November 28, 2021 at 12:00PM
The success of the rental policy question on the ballot in St. Paul in November was supported by thoughtful engagement from advocates, Elianne Farhad and Mai Chong Xiong argue. (Glen Stubbe, Star Tribune/The Minnesota Star Tribune)

With a resounding victory at the polls, a strong majority of St. Paul voters in six of the city's seven wards supported passage of a strong and clear rent stabilization policy. By any measure, it was an unprecedented step for housing justice, putting St. Paul at the leading edge of policymaking that truly centers the dignity and humanity of people who rent their homes.

Instead of spiraling into the false urgency fanned by the opposition that spent millions to beat back this transformative step forward, let's take a breath. Let's take a rational and measured approach to implementing the policy.

More than 30,000 residents voted for real change for the nearly 58,000 renter households who deserve the opportunity to Keep St. Paul Home. Our local government has a duty to deliver.

To be clear, this was not a narrow victory. The policy to limit rent increases to 3% annually for all units in St. Paul passed by a six-point margin. More than 64% of precincts citywide voted yes. In our most diverse wards that typically see lower election turnout, majorities as large as 60% of voters (First Ward) supported rent stabilization. This election was a clear mandate from renters, homeowners and landlords across St. Paul that business as usual — which offers no protections against predatory practices and massive rent spikes — is no longer acceptable.

Contrary to the condescending and racist rhetoric of the opposition, St. Paul voters are not ignorant. While the well-funded corporate opposition inundated voters with glossy mailers featuring vague threats and stock photography, the Keep St. Paul Home campaign had thousands of neighbor-to-neighbor conversations at doors, by phone and through text, thoughtfully engaging with and answering questions about the finer points of the policy.

Voters said yes because they understood the specifics and significance of this measure, which was carefully crafted to avoid the loopholes in rent stabilization policies in other cities that undermine the impact for renters. Including new construction was not an oversight — it was an intentional choice, based on housing-finance expertise, economic data and national research, to protect all renters.

The next-day doomsday reactions from developers are entirely predictable. But City Council members who publicly opposed the policy now have a clear mandate from their constituents — and the responsibility to find solutions that honor the will of the voters.
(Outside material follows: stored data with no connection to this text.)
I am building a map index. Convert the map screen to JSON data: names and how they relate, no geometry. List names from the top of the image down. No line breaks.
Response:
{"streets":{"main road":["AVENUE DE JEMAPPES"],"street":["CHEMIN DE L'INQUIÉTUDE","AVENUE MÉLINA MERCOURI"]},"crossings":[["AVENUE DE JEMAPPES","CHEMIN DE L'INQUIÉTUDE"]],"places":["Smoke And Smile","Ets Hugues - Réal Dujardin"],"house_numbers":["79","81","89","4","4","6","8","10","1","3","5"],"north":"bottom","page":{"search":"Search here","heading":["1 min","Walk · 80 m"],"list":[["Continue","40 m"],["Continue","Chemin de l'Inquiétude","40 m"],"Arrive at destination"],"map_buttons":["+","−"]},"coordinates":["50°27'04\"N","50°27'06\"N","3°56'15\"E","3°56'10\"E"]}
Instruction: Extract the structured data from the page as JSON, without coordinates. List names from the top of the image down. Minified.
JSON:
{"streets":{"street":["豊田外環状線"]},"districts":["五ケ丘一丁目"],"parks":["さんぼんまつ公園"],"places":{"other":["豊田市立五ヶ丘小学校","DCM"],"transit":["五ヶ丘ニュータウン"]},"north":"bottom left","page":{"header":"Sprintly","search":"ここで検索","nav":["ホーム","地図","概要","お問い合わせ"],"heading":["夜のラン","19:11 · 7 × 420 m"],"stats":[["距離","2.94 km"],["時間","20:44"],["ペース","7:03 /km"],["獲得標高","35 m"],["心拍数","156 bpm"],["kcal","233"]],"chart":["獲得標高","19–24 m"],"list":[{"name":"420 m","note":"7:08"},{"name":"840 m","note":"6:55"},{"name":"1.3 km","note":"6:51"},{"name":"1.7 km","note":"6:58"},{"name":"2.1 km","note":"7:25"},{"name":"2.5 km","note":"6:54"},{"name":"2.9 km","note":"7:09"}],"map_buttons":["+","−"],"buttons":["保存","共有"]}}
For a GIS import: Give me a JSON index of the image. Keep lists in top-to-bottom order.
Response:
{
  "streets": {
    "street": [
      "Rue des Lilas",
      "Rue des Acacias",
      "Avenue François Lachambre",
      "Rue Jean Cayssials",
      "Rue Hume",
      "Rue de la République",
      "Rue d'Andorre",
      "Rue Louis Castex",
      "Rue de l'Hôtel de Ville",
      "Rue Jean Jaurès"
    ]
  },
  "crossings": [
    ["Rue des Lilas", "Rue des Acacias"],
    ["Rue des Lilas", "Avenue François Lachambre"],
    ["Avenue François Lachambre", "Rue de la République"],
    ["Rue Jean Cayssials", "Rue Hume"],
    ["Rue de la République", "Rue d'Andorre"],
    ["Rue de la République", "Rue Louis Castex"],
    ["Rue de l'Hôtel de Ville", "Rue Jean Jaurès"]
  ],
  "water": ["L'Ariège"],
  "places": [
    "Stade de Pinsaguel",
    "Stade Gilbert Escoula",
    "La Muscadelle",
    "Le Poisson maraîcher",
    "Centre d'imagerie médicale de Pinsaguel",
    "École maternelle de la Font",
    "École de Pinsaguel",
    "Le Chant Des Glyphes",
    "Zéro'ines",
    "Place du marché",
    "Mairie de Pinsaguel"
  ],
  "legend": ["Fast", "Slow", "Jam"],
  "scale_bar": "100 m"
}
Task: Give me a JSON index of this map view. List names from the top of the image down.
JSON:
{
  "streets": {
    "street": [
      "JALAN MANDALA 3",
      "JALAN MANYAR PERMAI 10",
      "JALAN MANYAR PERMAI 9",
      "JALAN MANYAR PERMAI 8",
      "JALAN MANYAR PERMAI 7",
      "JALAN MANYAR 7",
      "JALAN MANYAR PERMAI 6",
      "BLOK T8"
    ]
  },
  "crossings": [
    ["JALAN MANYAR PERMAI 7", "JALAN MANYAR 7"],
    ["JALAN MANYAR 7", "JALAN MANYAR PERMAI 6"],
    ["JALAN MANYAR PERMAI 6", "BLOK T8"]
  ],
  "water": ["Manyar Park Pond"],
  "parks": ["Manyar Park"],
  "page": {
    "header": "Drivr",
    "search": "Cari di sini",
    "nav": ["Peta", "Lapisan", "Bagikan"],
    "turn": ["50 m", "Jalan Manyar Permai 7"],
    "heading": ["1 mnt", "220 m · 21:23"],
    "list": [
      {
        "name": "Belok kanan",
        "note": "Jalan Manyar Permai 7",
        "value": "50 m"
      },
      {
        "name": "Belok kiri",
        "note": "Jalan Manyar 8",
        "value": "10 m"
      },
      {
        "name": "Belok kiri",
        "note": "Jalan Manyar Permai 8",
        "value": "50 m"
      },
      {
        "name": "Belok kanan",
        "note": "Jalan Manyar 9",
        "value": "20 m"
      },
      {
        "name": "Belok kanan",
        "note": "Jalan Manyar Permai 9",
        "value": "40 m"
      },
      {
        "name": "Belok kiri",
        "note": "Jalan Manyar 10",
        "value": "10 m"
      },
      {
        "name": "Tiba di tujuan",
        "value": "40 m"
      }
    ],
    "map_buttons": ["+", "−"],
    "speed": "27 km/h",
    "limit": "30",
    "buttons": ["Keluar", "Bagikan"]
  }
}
While decades of economic distress and displacement of struggling renter households has been met with little urgency, a few anecdotes of developers "pausing" their projects has made headlines and galvanized panic among city leadership. This despite the fact that the ordinance — and public conversation for months — makes clear that this policy is not a rent ceiling or rent freeze, meaning developers can set their rents at whatever level assures them of a reasonable return.

This is, indeed, a big moment for St. Paul. How we move forward with implementation, enforcement and potential amendments matters and should be guided by informed dialogue, real data and an unwavering commitment to honor the will of St. Paul voters. If developers can transparently document their need — as every low-income renter must to access rental assistance — let's make reasonable changes based on facts, not on knee-jerk reactions.

But let's not be afraid of the courageous and necessary change we've won, simply because it doesn't align with the demands of developers and landlords who spent $4.5 million to protect unlimited profits, rather than investing those desperately needed resources into solutions to our affordable-housing crisis.

For neighbors in Minneapolis and tenants across the country, St. Paul has the opportunity and obligation to lead. We have taken bold steps in the past and now we have more than 30,000 voters directing the path. Voters have made it clear they stand ready to support action. Elected officials and staff must stay the course.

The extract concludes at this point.